Que uno de los abominables atentados de París se escenificara en el Boulevard Voltaire es probablemente fruto de la casualidad. La execrable brutalidad de los asesinos que ejecutaron de manera sumaria a 129 personas la noche del pasado viernes, es incompatible con toda sensibilidad cultural y hace también improbable cualquier referencia o animadversión hacia el filósofo francés que, en los albores de la Ilustración, retratara con tanta agudeza la simpleza y necedad que caracterizan el fanatismo y la intolerancia. 10 meses después de atentar contra la libertad de expresión, de pretender prohibir el humor como espacio de libertad moral, los cautivos del fundamentalismo más execrable han dirigido su intransigencia y odio contra los lugares en los que se articula la vida cotidiana; restaurantes, estadios y salas de fiestas.
Quien pretende sembrar el terror pretende contagiarlo en cada uno de nosotros/as. Desea que el pavor al reconocernos en las víctimas, se inocule en todo nuestro ser y se instale en nuestras conciencias. Pretende incrementar así el potencial de reacción que le es propio al terrorismo, con tal de marcar los tiempos y la agenda. La reacción de Hollande y de Valls, lejos de asumir la propia responsabilidad por el fracaso de la política de seguridad y de prevención antiterrorista, ha sido la de declarar una guerra incondicional. No han entendido que esta es una guerra asimétrica, una guerra secreta, permanente, descentralizada, de una visceralidad ciega e insaciable, que exige otro tipo de tácticas. La pura reacción, desde el orgullo patrio y la afrenta, no hace sino avivar la retroalimentación que precisamente persiguen los terroristas.
El escarnio bélico comporta indefectiblemente el riesgo de efectos colaterales. El ataque preventivo, las medidas coercitivas, la escenificación del poderío militar, tal vez transmitan por un tiempo breve una falsa sensación de paz, pero promueven, mediante la desproporción y la injusticia, la extensión del odio. Este fue el error en 2001, tras los atentados del 11S. Una intervención en Siria, virulenta e inmediata, no hará sino generar más dolor y resentimiento en una población ya atormentada. La reacción por parte de gobiernos ultraconservadores como el de Polonia o de partidos como el Frente Nacional francés, instrumentalizando el atentado para promover la xenofobia y el egoísmo nacional, no hará sino sembrar más horror y desolación entre los que huyen de la brutalidad institucionalizada, ya sea en Somalia o en Siria.

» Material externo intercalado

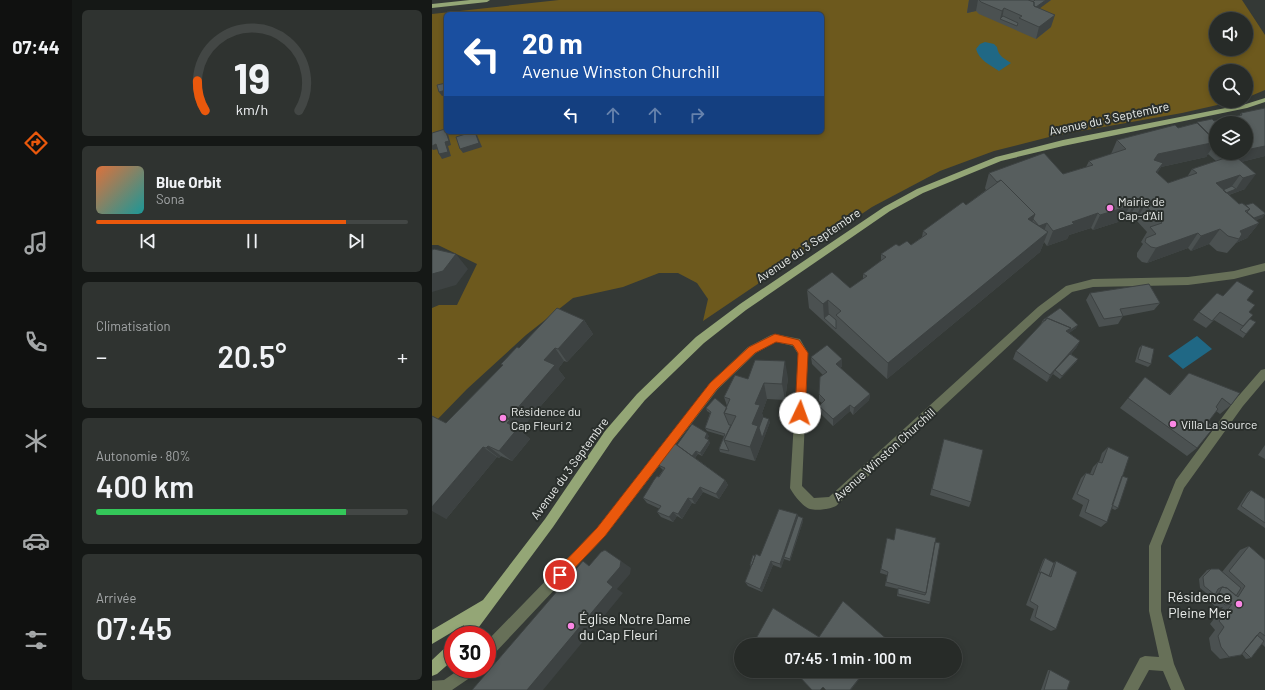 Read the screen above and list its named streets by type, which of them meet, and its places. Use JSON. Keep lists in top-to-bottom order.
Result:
{
  "streets": {
    "main road": ["Avenue du 3 Septembre"],
    "street": ["Avenue Winston Churchill"]
  },
  "places": [
    "Mairie de Cap-d'Ail",
    "Résidence du Cap Fleuri 2",
    "Villa La Source",
    "Résidence Pleine Mer",
    "Église Notre Dame du Cap Fleuri"
  ],
  "page": {
    "tabs": "07:44",
    "turn": ["20 m", "Avenue Winston Churchill"],
    "song": ["Blue Orbit", "Sona"],
    "tile": [
      "Climatisation",
      ["Autonomie · 80%", "400 km"],
      ["Arrivée", "07:45"]
    ],
    "heat": ["−", "20.5°", "+"],
    "limit": "30",
    "trip": "07:45 · 1 min · 100 m",
    "gauge": ["19", "km/h"]
  }
} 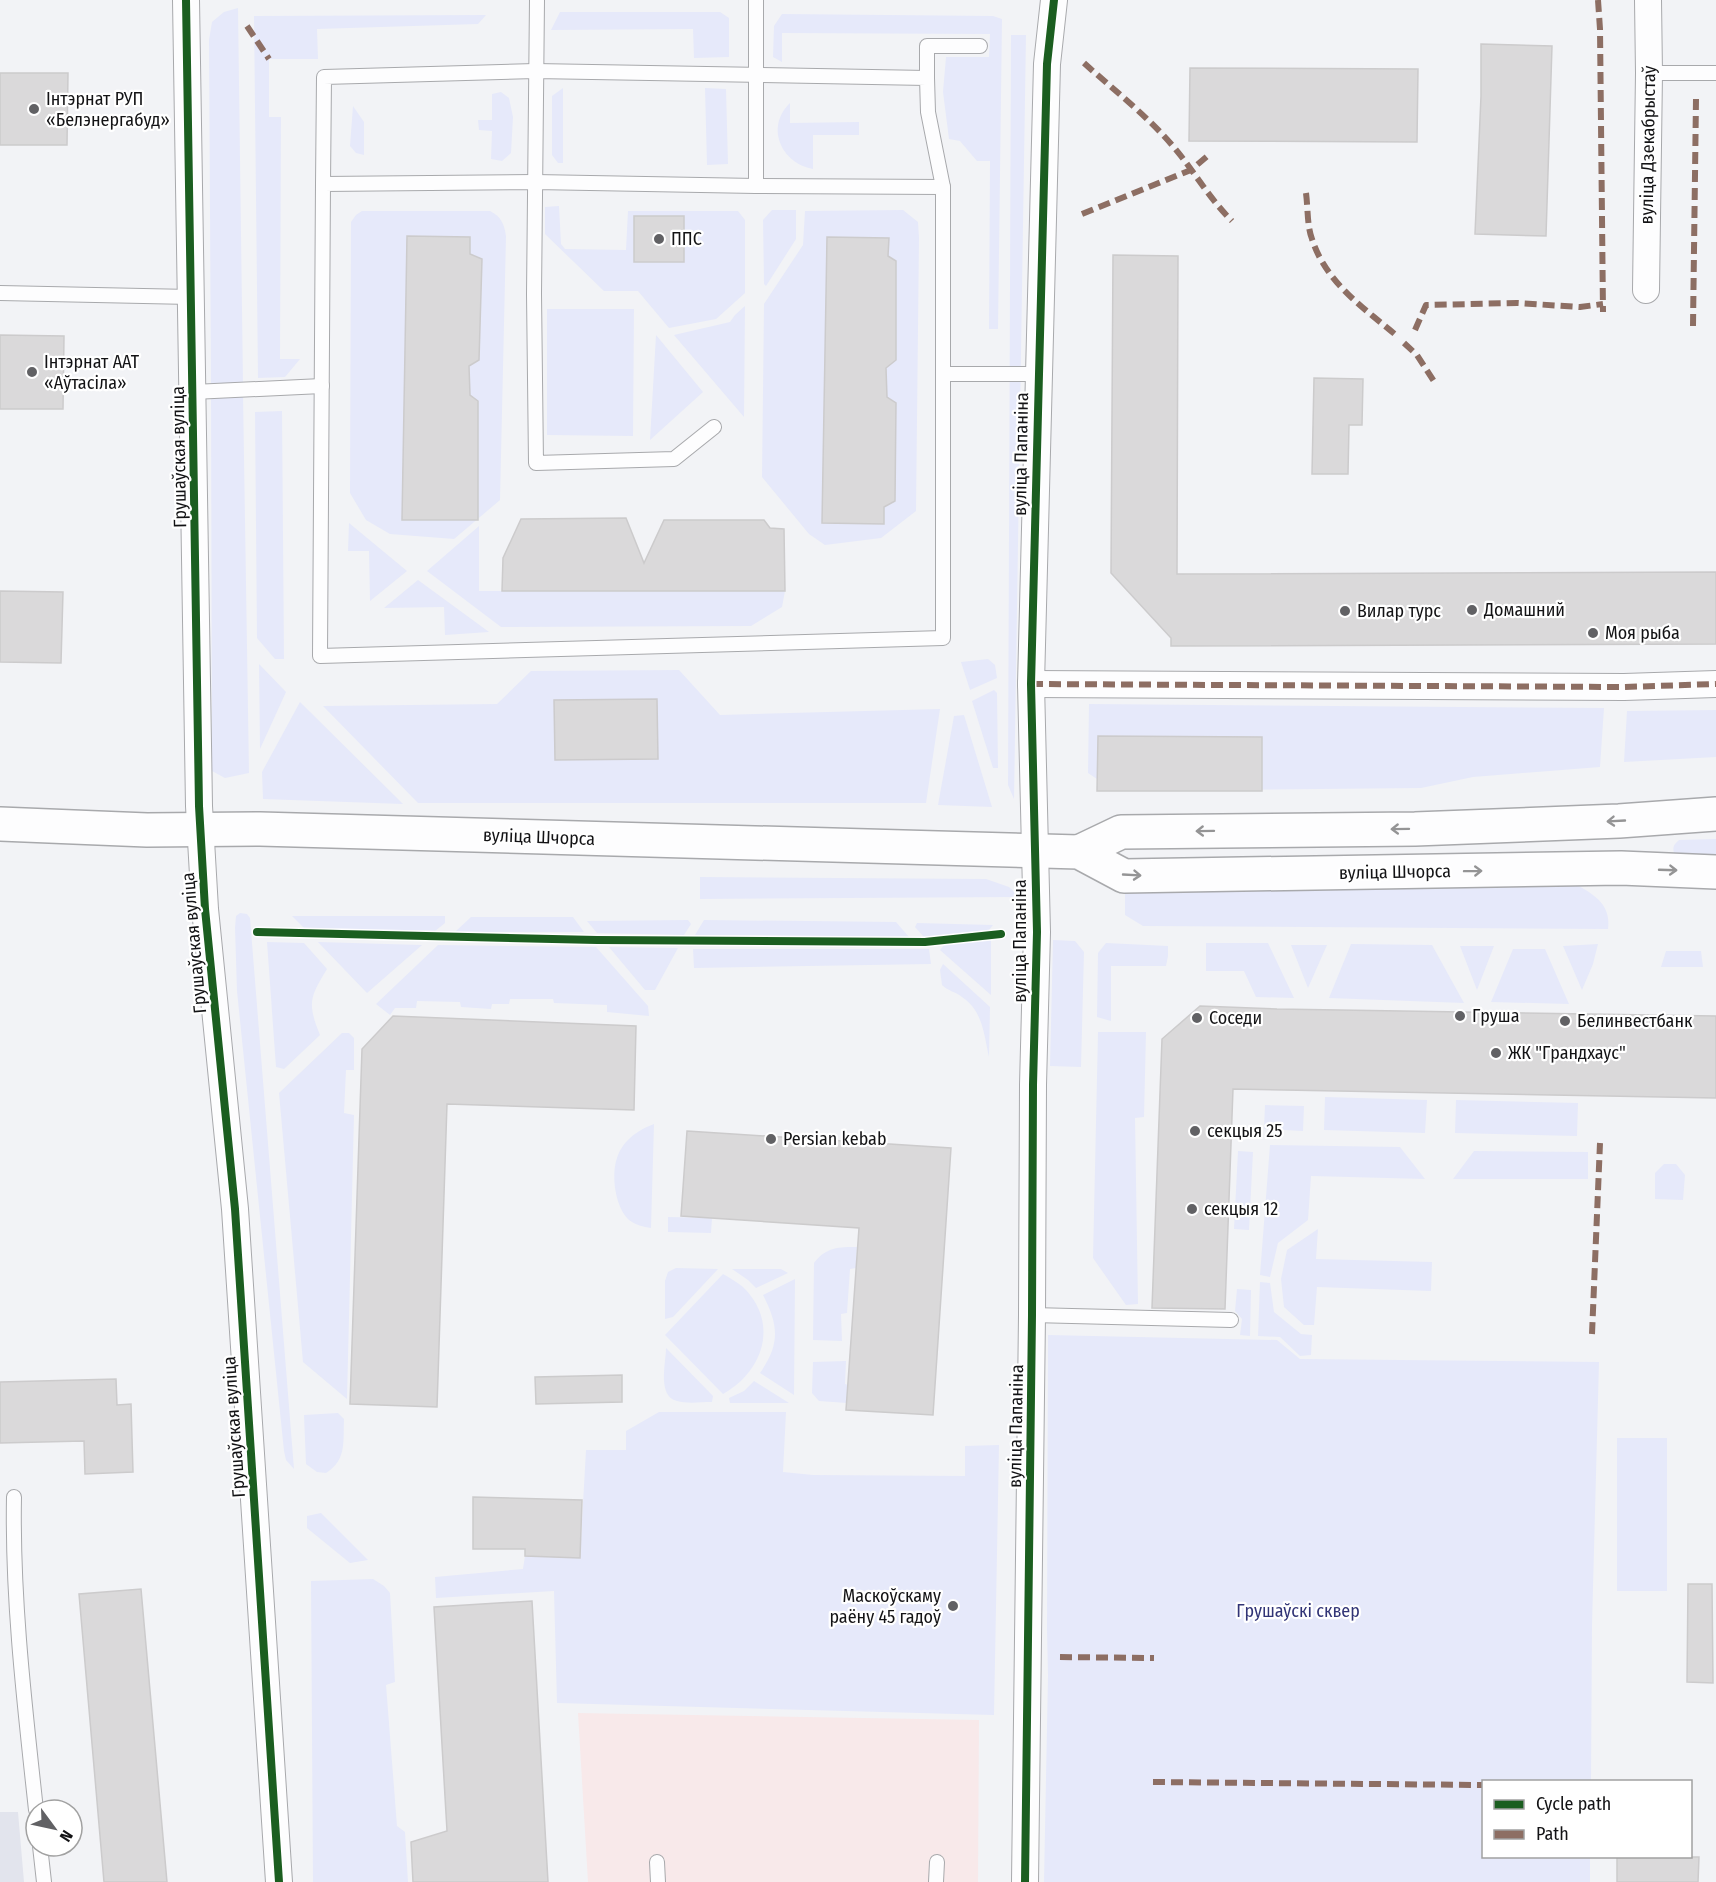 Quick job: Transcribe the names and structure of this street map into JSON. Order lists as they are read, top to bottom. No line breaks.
{"streets":{"main road":["вуліца Шчорса"],"street":["вуліца Дзекабрыстаў","вуліца Папаніна","Грушаўская вуліца"]},"crossings":[["вуліца Папаніна","вуліца Шчорса"],["Грушаўская вуліца","вуліца Шчорса"]],"parks":["Грушаўскі сквер"],"places":["Інтэрнат РУП «Белэнергабуд»","ППС","Інтэрнат ААТ «Аўтасіла»","Домашний","Вилар турс","Моя рыба","Груша","Соседи","Белинвестбанк","ЖК \"Грандхаус\"","секцыя 25","Persian kebab","секцыя 12","Маскоўскаму раёну 45 гадоў"],"legend":["Cycle path","Path"],"north":"bottom right"}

Ni la guerra sin cuartel del fundamentalismo es una guerra ‘santa’, ni tampoco el ‘Estado’ islámico es un ‘estado’ contra el que valgan las estrategias bélicas al uso. La falta del más mínimo respeto humano por parte de los asesinos de París cuestiona su ‘vocación’ religiosa e inscribe su actuación en el más evidente nihilismo. La construcción del ‘estado’ del Daesh no es un proyecto popular, sino la lamentable reacción a la ‘desestatalización’ promovida por los intereses corporativos y por la lógica extractiva de las transnacionales que han eliminado las estructuras de estado allí donde estas podían suponer una oposición a su voluntad de privatizar recursos primarios. La financiación de los terroristas, su potencial militar, muestra filias y vínculos que se inscribe en una evidente lógica geopolítica que conviene investigar.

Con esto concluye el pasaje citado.